概要
- 米国のサービス業景気が関税の影響で低迷し、ニューヨーク株式市場の主要3指数が下落したと伝えた。
- AI防衛企業パランティアは第2四半期決算が市場期待を上回り、7%以上急騰したと報じられた。
- 一方で、大型テック株とAMD、スナップなどは業績不振や予想未達で株価が下落したと伝えた。

ニューヨーク株式市場の主要3指数がそろって下落した。米国経済の約70%を占めるサービス業の景況が関税の影響で悪化したとのニュースが、投資心理の萎縮につながったとみられる。
5日(現地時間)、ニューヨーク証券取引所(NYSE)でダウ・ジョーンズ30種平均は前日比61.90ポイント(0.14%)安の44,111.74で取引を終えた。S&P500種指数は30.75ポイント(0.49%)下落し6,299.19、ハイテク株中心のナスダック総合指数は137.03ポイント(0.65%)下落の20,916.55でそれぞれ取引を終えた。

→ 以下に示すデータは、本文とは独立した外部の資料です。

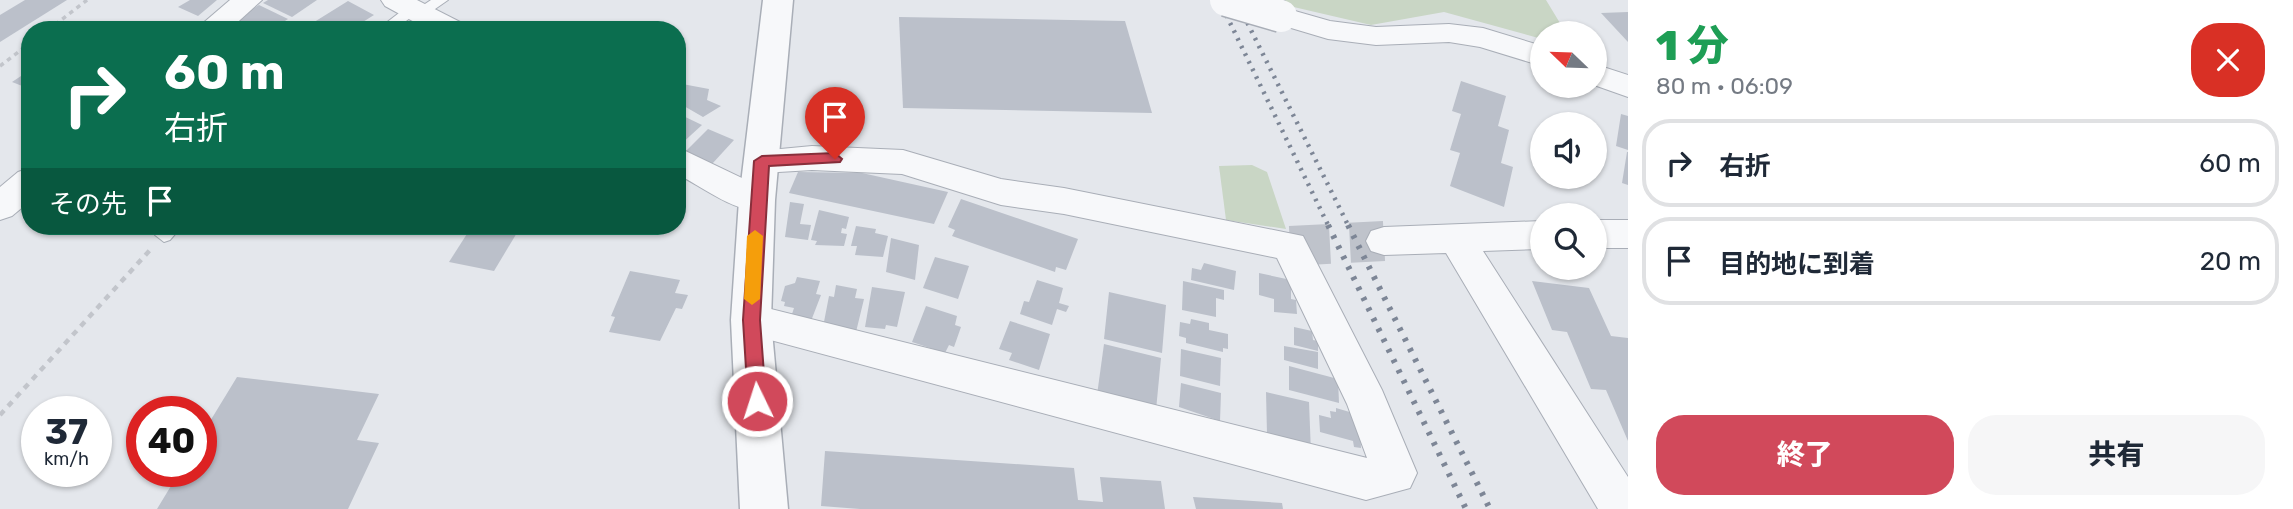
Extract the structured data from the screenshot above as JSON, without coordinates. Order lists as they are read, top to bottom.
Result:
{
  "north": "top left",
  "page": {
    "heading": ["1 分", "80 m · 06:09"],
    "turn": ["60 m", "右折"],
    "list": [
      {
        "name": "右折",
        "value": "60 m"
      },
      {
        "name": "目的地に到着",
        "value": "20 m"
      }
    ],
    "then": "その先",
    "speed": "37 km/h",
    "limit": "40",
    "buttons": ["終了", "共有"]
  }
}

米国のサービス業は低調な様子を見せた。米供給管理協会(ISM)は、7月のサービス業購買担当者景気指数(PMI)が50.1となったと発表した。前月の50.8から0.7ポイント下落した。市場予想の51.5も下回った。
特にPMIの下位指数の中で、価格指数は69.9で前月比2.4ポイント上昇した。これは2022年10月の70.7以来最高水準だ。原材料およびサービス投入コスト全般にわたり価格上昇圧力が強くなっていることを意味する。

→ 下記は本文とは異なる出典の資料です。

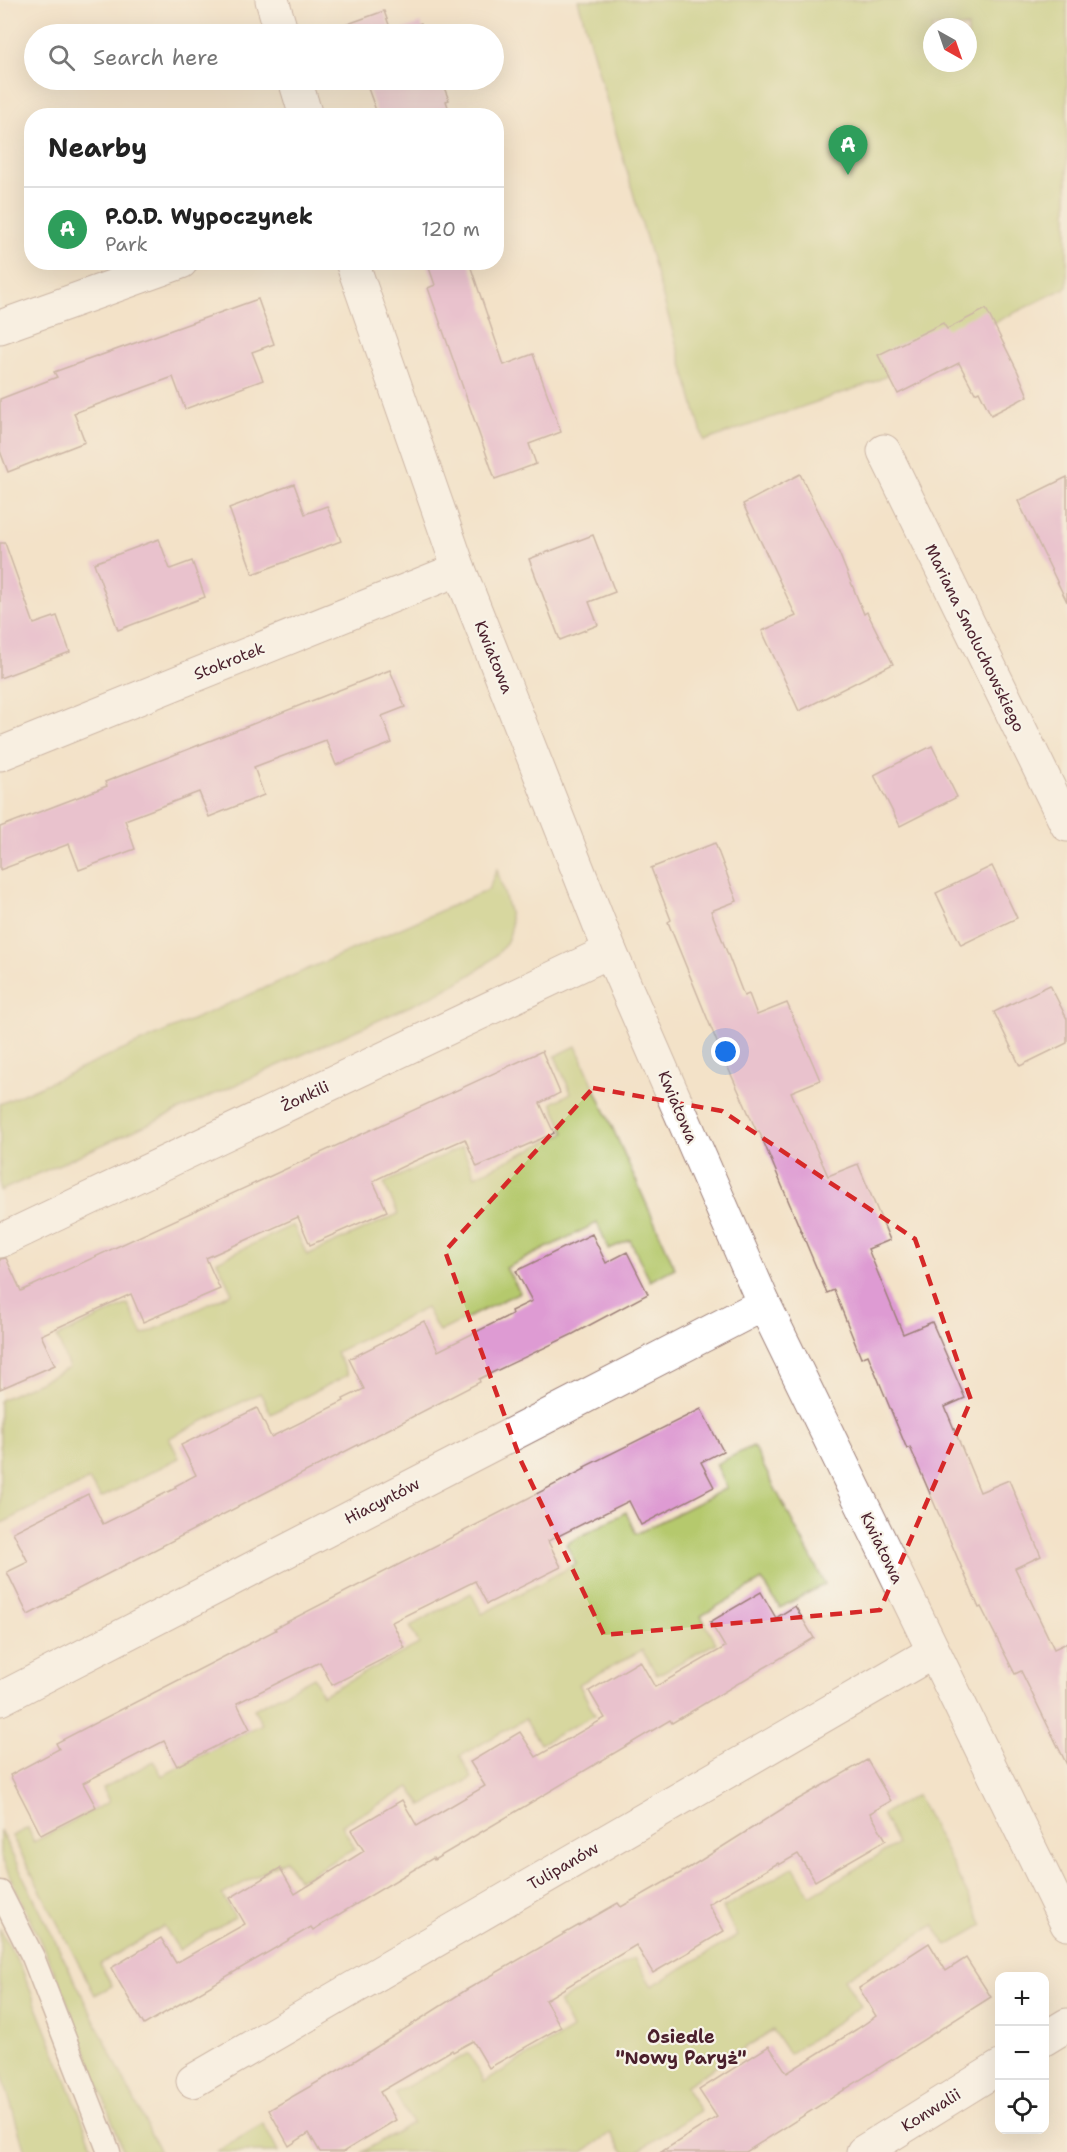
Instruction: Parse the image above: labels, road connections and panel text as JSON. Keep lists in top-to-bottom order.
{
  "streets": {
    "street": [
      "Mariana Smoluchowskiego",
      "Kwiatowa",
      "Stokrotek",
      "Żonkili",
      "Hiacyntów",
      "Tulipanów",
      "Konwalii"
    ]
  },
  "crossings": [
    ["Kwiatowa", "Stokrotek"],
    ["Kwiatowa", "Żonkili"],
    ["Kwiatowa", "Hiacyntów"],
    ["Kwiatowa", "Tulipanów"]
  ],
  "districts": ["Osiedle \"Nowy Paryż\""],
  "north": "bottom right",
  "page": {
    "search": "Search here",
    "heading": "Nearby",
    "pins": "A",
    "list": [
      {
        "mark": "A",
        "name": "P.O.D. Wypoczynek",
        "note": "Park",
        "value": "120 m"
      }
    ],
    "map_buttons": ["+", "−"]
  }
}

これまでニューヨーク市場は製造業PMIの低迷にもサービス業の景況感の良さを背景に強気を維持してきた。しかしサービス業まで低迷し、主要な上昇要因の一つを失ったとの分析が出ている。
BMOキャピタル・マーケッツのチーフ米国エコノミストであるスコット・アンダーソン氏は「7月のISMサービスレポートは失望であり、ひどいものだった」とし、「スタグフレーション(景気後退下の物価上昇)の影響は、かつて予想した以上に大きな規模でサービス部門を揺るがしているようだ」と語った。
前日の急反発による利益確定売りも出たとみられる。市場では7月の米国雇用統計の衝撃を考慮すると、前日の急反発はやや早計だったとの認識があった。
USバンク資産運用のチーフ株式ストラテジスト、テリー・サンドヴェン氏は「しばらくは調整局面が予想され、一部で支持と売り圧力の確保が必要に見える」と述べ、「バリュエーション(業績に対する株価水準)は高く、割安ではない」とした。
ドナルド・トランプ米大統領が半導体と医薬品への関税を来週発表すると表明した点も、リスク回避心理を刺激した。トランプ大統領は「当初は医薬品にわずかな関税を課すが、1年または最大1年半後には150%に引き上げ、その後は250%まで引き上げる」と言明した。
時価総額1兆ドル以上の巨大テック企業ではアマゾンを除くすべての銘柄が下落した。一方、米国AI防衛企業パランティアは今年4~6月期の市場予想を上回る好決算を受け、7%以上急騰した。
米国チップメーカーのAMDはこの日、取引終了後に予想を下回る純利益を公表し、時間外取引で4%以上下落している。
AMDは第2四半期売上高は76億9,000万ドル、1株当たり利益(EPS)は0.48ドルだったと発表した。LSEG集計による市場予想は売上高74億2,000万ドルとEPS0.49ドルだった。
ソーシャルメディア「スナップチャット」を運営するスナップは、第2四半期EPSで0.16ドルの赤字を発表した後、15%以上急落した。売上高も13億4,000万ドルで、市場予想の13億5,000万ドルを下回った。
米国産業景気のバロメーターである建機メーカー、キャタピラーも第2四半期売上高は市場予想を上回ったが、EPSが下回った。関税の影響があったとの見方が出ている。
利下げ期待はやや弱まった。シカゴ商品取引所(CME)のフェドウォッチツールによれば、Fedが12月までに政策金利を0.75ポイント引き下げる確率は45.8%と織り込まれた。
シカゴ・オプション取引所(CBOE)のボラティリティ・インデックス(VIX)は0.33ポイント(1.88%)上昇し、17.85を記録した。